[Opening DATA section]
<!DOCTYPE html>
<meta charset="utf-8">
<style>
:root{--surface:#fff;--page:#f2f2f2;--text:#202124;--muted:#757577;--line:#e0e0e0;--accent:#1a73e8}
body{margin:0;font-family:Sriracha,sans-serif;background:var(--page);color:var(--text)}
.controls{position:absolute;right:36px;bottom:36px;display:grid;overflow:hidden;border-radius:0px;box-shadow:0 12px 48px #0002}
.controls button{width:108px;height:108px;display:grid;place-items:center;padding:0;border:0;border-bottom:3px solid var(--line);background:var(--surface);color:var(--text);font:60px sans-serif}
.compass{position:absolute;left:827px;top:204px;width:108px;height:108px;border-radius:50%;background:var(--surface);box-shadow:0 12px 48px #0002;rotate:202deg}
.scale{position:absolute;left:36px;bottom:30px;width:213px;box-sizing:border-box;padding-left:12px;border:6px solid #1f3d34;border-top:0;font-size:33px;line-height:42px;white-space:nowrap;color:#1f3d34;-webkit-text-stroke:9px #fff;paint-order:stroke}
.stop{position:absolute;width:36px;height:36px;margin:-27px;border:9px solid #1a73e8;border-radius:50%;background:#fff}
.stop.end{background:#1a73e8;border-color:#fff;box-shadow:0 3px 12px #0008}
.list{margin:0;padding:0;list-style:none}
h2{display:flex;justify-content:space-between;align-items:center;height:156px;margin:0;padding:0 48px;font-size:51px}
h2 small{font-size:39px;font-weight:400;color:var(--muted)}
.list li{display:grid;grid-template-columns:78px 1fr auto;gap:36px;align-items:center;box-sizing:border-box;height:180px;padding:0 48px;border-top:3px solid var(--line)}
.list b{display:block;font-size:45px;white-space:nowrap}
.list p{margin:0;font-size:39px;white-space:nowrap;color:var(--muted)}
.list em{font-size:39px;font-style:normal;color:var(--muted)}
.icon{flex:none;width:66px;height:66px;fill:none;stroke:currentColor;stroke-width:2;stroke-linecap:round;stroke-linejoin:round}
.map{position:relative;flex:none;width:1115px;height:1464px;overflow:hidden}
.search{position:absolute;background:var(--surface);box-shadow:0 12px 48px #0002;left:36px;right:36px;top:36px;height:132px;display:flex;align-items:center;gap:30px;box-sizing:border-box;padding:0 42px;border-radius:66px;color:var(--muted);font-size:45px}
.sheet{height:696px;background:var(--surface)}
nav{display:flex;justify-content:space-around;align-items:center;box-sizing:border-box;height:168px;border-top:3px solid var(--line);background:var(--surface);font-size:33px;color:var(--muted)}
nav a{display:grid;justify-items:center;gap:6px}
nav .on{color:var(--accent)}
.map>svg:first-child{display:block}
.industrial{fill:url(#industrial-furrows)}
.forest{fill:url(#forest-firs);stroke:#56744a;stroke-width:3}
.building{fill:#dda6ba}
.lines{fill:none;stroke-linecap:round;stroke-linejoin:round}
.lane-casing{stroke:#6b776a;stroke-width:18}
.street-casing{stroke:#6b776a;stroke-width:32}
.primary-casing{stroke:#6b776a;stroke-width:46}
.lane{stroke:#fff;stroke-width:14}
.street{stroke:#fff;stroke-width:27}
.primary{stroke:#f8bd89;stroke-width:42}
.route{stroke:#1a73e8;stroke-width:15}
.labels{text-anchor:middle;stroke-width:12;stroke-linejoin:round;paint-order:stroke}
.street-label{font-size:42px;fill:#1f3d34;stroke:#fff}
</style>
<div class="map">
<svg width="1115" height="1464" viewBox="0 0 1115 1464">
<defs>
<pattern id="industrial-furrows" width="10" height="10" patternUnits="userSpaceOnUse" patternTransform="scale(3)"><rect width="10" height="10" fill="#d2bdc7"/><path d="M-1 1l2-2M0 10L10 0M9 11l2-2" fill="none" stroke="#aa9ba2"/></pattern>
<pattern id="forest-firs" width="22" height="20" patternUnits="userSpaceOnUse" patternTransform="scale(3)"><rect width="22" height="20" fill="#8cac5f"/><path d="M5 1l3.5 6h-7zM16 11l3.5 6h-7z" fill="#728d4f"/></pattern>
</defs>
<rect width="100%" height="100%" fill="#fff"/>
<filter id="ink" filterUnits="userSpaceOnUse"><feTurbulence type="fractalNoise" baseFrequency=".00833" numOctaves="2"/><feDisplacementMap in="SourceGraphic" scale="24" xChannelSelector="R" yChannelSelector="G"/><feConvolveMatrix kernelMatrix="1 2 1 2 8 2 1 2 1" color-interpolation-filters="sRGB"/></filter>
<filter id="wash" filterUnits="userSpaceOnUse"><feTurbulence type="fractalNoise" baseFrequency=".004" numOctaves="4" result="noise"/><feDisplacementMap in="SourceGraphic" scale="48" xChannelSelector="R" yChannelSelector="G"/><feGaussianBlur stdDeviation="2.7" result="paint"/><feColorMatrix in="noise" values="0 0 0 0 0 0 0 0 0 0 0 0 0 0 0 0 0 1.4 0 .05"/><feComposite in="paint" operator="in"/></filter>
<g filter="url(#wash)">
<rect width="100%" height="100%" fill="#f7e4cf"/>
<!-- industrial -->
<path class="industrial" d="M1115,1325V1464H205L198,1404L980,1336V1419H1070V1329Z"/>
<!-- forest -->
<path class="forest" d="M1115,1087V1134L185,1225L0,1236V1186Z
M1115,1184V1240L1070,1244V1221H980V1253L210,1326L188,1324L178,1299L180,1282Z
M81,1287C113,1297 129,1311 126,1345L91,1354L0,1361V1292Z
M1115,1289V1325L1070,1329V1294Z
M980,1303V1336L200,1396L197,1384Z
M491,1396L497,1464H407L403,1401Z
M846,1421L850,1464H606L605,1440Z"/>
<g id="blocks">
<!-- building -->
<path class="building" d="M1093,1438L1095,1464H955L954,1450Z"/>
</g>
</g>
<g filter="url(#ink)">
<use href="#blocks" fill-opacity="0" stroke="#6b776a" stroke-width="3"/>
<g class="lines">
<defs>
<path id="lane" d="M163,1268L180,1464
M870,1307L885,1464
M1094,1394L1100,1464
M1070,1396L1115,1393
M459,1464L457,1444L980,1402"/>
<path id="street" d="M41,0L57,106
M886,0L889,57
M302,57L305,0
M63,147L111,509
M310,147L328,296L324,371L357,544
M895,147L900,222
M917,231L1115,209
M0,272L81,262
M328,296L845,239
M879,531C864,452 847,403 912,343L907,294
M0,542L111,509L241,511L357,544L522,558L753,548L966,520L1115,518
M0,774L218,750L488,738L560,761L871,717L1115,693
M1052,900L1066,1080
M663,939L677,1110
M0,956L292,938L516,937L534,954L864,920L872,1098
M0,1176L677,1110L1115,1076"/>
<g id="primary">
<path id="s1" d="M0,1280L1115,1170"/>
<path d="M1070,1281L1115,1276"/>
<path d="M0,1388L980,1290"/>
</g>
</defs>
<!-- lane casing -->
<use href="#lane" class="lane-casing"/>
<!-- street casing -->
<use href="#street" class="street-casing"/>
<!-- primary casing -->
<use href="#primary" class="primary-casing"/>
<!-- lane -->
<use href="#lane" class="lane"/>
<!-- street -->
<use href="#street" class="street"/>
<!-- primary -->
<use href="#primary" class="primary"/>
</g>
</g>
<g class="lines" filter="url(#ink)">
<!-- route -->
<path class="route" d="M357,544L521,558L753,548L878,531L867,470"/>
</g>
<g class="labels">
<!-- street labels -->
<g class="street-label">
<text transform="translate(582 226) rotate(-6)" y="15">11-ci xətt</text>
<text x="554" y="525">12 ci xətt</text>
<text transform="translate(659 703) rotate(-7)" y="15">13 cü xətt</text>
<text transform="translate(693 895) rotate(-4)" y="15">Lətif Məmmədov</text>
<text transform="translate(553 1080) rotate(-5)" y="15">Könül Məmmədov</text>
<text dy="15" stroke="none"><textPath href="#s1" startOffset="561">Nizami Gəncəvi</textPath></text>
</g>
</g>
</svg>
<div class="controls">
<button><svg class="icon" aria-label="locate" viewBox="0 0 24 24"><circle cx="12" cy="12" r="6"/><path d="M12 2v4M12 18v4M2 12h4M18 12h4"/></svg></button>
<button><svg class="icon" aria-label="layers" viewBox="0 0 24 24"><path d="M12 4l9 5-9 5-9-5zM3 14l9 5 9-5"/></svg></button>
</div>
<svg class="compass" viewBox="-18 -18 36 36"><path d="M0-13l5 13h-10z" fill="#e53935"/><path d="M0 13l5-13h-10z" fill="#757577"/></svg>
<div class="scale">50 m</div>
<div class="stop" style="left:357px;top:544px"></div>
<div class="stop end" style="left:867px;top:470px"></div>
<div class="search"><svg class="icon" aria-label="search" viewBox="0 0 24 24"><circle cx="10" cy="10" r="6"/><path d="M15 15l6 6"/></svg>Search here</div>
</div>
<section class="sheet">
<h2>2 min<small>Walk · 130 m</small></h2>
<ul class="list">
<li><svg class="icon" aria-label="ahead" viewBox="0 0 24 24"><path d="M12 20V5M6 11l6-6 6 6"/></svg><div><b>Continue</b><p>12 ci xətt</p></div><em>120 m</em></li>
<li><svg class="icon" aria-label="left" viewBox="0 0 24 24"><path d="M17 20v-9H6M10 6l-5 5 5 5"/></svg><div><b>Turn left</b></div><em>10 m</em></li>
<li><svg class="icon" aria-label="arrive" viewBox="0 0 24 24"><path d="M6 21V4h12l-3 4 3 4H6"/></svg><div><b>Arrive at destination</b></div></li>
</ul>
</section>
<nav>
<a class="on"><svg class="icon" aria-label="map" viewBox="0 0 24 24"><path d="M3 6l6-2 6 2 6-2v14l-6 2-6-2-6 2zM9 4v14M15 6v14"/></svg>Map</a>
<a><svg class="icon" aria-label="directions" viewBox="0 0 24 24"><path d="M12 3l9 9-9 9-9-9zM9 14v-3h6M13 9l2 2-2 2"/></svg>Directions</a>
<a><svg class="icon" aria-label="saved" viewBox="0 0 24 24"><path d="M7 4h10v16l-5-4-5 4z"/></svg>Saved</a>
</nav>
[Closing DATA section]
**ACTION ITEM**: Copy every line of the material above in which the word "xətt" appears.

**TASK RESPONSE**:
<text transform="translate(582 226) rotate(-6)" y="15">11-ci xətt</text>
<text x="554" y="525">12 ci xətt</text>
<text transform="translate(659 703) rotate(-7)" y="15">13 cü xətt</text>
<li><svg class="icon" aria-label="ahead" viewBox="0 0 24 24"><path d="M12 20V5M6 11l6-6 6 6"/></svg><div><b>Continue</b><p>12 ci xətt</p></div><em>120 m</em></li>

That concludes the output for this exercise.